SCI acquired St. Louis-based Amedco in a $131 million stock deal in 1986. After disposing of Amedco's medical and steel businesses, SCI operated the nation's second largest maker of caskets and a leading supplier of embalming fluids, burial clothing, and mortuary furniture. The company intended not only to supply its own facilities, but to attract outside buyers, too. By offering volume discounts to private mortuaries on group insurance, auto leasing, and other products, Waltrip hoped to form the 'True Value hardware of the funeral-service industry,' as he told Business Week. The flaw in the plan was that smaller businesses refused to buy anything from their giant competitor. By 1987 the Amedco purchase caused SCI stock to plummet. By 1989 Amedco sales were off by 25 percent and SCI promptly struck a deal to sell the liability for $62 million in 1990. SCI also put its two insurance agencies up for sale, one of which was sold by 1990.

A less problematic investment was SCI's 1988 founding of Provident Services, Inc., a company designed to provide capital financing to independent funeral homes and cemeteries. Although the new venture was in competition with banks and other loan institutions of greater financial means, SCI believed that Provident would become a substantial competitor in the sector. Provident's analysts would be capable of providing a more accurate assessment of funeral home and industry loans due to the company's close affiliation to the field.

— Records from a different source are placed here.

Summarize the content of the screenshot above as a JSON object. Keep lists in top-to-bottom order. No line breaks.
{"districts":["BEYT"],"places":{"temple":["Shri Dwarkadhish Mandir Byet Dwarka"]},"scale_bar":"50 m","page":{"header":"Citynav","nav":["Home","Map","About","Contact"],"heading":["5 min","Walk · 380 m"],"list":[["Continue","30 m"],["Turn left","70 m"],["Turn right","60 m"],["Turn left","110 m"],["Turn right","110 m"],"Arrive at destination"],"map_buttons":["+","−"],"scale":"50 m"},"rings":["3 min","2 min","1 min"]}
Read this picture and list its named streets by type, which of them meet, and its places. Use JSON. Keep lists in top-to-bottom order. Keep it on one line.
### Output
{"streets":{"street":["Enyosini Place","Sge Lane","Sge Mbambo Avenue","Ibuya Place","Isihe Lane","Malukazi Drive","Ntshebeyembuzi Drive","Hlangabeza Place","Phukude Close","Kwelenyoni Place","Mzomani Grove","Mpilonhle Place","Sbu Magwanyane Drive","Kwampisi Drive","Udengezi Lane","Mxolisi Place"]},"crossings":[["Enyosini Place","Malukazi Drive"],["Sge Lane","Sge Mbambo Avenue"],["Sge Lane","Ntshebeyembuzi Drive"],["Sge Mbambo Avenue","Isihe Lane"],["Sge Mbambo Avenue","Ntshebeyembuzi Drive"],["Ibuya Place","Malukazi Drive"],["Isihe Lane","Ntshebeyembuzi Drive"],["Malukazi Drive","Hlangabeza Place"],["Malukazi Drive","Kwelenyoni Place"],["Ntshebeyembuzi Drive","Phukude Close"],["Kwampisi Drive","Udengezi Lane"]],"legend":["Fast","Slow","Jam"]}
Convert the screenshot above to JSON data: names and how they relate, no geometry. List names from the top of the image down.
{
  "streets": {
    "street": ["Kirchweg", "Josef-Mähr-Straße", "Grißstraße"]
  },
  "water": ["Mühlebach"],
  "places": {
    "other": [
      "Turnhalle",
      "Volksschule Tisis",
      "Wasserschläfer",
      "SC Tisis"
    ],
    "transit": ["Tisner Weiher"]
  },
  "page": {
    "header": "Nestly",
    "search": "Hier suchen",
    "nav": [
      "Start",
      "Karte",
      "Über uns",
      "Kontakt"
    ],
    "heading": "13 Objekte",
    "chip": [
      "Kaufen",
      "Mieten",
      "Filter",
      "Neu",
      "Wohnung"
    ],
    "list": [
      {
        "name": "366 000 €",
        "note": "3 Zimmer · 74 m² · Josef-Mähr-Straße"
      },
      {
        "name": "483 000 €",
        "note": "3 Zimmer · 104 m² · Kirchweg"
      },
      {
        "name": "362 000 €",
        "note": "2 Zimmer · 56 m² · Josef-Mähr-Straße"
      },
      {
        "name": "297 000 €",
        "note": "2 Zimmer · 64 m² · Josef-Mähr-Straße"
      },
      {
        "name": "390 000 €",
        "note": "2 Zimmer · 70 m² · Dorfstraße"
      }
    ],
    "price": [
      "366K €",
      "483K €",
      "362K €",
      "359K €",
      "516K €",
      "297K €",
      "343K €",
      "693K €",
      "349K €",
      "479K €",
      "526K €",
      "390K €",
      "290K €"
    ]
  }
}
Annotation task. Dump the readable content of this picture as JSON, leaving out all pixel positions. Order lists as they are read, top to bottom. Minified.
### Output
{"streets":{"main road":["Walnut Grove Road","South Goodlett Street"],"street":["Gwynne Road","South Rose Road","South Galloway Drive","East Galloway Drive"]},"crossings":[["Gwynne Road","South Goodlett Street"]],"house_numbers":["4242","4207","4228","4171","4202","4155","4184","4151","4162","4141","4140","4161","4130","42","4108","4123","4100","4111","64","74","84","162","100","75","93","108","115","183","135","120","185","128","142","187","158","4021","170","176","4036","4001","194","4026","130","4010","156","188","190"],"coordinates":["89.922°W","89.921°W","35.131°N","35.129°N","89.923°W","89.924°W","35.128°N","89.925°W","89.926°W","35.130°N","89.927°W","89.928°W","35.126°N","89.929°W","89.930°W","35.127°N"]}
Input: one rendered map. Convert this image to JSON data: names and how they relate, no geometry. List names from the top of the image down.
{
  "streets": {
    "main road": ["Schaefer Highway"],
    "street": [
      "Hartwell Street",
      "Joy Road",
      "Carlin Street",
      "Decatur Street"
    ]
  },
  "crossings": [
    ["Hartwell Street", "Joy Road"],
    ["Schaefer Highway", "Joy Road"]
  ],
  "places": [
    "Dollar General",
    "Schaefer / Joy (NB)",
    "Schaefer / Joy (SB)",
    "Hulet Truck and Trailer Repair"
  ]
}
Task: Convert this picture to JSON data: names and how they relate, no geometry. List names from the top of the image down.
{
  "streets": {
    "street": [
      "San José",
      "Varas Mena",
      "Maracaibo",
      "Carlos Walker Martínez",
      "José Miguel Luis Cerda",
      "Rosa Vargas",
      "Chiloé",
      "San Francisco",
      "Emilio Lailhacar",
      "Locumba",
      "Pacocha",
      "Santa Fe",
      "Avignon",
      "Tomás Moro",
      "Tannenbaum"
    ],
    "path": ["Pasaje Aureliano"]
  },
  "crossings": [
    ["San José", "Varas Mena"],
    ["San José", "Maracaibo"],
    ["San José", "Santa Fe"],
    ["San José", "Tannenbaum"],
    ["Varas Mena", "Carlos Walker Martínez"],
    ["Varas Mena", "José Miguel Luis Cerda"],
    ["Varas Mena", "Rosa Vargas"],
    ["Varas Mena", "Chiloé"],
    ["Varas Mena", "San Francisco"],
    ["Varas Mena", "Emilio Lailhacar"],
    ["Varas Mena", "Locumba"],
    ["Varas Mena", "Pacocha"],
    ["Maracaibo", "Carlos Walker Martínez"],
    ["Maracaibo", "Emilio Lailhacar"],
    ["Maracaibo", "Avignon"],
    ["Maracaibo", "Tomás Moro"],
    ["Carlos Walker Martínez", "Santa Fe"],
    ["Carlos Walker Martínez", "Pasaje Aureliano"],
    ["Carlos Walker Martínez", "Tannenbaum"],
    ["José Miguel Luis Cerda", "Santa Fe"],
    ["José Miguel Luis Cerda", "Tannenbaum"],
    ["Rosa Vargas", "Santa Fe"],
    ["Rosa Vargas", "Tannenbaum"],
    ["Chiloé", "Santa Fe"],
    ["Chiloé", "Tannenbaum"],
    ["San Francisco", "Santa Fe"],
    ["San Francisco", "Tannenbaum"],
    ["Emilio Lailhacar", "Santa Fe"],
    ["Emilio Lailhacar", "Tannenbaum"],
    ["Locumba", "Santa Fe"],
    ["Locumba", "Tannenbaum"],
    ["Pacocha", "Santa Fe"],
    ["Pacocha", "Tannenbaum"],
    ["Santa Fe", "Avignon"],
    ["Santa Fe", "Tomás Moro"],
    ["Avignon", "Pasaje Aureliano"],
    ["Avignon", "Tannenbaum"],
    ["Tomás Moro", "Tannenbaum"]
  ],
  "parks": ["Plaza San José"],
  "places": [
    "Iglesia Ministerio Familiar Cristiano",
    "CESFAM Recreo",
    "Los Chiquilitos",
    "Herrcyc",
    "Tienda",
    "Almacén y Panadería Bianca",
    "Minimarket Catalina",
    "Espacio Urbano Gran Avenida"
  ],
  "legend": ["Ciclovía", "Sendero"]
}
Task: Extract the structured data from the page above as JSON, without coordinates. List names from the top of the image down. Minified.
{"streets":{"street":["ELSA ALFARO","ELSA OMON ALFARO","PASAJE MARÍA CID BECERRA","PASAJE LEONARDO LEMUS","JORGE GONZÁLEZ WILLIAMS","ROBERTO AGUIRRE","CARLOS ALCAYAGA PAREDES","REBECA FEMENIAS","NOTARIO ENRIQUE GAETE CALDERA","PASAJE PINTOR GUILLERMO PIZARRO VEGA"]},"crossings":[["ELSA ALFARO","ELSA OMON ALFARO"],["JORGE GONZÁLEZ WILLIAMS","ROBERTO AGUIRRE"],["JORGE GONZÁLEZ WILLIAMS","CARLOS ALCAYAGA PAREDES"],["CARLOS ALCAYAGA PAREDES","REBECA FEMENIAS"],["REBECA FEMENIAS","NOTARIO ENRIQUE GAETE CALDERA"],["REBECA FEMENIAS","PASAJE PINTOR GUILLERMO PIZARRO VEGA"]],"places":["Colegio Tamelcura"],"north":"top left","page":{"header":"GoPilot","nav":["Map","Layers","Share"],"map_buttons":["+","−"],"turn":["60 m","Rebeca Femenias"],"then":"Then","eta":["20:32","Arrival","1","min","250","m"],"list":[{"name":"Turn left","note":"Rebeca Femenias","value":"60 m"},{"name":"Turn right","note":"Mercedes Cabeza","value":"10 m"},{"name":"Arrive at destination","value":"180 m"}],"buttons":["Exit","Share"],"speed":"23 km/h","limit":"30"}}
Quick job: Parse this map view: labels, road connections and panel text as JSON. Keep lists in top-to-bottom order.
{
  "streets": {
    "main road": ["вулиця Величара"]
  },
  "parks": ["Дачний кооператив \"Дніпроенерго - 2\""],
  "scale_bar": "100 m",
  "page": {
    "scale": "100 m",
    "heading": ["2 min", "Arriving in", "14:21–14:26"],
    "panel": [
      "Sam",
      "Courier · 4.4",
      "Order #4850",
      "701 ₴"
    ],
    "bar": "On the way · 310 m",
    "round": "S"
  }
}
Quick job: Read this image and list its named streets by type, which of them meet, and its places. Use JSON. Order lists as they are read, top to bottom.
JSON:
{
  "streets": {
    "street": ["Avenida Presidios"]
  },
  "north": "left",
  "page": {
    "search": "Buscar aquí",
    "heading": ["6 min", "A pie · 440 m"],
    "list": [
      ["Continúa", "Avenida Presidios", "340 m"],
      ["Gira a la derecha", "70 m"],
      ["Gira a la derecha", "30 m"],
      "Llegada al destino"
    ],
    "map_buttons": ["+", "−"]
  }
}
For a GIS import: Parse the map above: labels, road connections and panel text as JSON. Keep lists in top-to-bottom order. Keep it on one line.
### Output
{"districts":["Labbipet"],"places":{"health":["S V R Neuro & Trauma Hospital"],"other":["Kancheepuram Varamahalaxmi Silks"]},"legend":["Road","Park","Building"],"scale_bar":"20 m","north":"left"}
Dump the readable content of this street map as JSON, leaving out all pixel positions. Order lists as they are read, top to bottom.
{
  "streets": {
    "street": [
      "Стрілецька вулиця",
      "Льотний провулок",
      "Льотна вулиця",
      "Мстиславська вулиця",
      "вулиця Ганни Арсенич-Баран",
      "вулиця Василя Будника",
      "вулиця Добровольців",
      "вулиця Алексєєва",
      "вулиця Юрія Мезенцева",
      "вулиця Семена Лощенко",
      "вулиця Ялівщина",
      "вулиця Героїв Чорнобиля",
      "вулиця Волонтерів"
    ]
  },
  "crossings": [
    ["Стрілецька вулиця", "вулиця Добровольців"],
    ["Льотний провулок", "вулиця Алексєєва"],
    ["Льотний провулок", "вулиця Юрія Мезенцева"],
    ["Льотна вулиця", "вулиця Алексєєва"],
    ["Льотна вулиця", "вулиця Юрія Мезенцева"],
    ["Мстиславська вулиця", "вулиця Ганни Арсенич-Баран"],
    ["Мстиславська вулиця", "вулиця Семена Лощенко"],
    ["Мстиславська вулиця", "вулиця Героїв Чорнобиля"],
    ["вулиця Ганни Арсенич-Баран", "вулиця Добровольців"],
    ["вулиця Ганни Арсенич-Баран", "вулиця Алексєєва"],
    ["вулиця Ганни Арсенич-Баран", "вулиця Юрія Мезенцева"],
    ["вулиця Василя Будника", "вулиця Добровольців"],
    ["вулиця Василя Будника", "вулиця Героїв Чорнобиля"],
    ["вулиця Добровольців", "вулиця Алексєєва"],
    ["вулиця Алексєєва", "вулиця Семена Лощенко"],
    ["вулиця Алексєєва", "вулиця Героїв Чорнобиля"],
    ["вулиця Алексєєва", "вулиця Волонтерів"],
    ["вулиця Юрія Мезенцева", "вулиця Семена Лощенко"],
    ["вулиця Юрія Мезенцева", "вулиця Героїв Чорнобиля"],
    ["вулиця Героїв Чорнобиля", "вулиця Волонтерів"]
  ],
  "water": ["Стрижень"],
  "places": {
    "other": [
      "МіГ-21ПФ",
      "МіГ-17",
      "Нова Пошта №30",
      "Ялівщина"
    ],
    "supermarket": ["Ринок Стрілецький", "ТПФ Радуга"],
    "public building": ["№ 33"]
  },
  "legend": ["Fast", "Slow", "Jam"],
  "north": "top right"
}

An unusual development in the company's history occurred in 1987, when Marc Feith, an employee of Hillenbrand Industries Inc.--the number one casket maker and a new competitor to SCI in the pre-need funeral business--approached Waltrip with corporate secrets to sell. Waltrip immediately contacted the FBI, who captured Feith, himself a former FBI agent. Feith subsequently confessed to having repeatedly sifted through SCI trash to find information relating to corporate activities. Hillenbrand claimed Feith did the trash searches of his own volition, but Feith asserted that several Hillenbrand executives had assigned him such projects. Interestingly, Hillenbrand's legal council did not dispute the legality of Feith's work. SCI sued Hillenbrand for theft of trade secrets and additionally charged the competitor with fraud because of alleged deceptions during 1983 negotiations in which Hillenbrand considered supplying SCI with funeral equipment. The suit was settled in 1988 under undisclosed terms.

The 1990s marked the beginning of a new era for SCI. Hollingsworth ended his long tenure as head of SCI in 1990, when L. William Heiligbrodt was named president and chief operating officer. Waltrip remained chairman and chief executive officer. The following year, SCI relocated its cemetery operations headquarters to Houston, so that the two parts of the businesses might operate more closely. The company also absorbed 182 acquired funeral homes, including three large businesses--Pierce Brothers, the Sentinel Group, and the Arlington Corporation. These were added to a group of 164 prestigious homes--including New York City's Frank E. Campbell and Riverside Memorial Chapel--and 18 cemeteries which have been recognized as the finest heritage properties in the United States.

SCI continued to focus on its core businesses in the early 1990s. In addition to expansion through acquisition, SCI anticipated that prearranged funerals and Provident services would be sources of the internal expansion, and potential for corporate growth was encouraging.

Principal Subsidiaries: SCI has declined to release the names of the company's subsidiaries.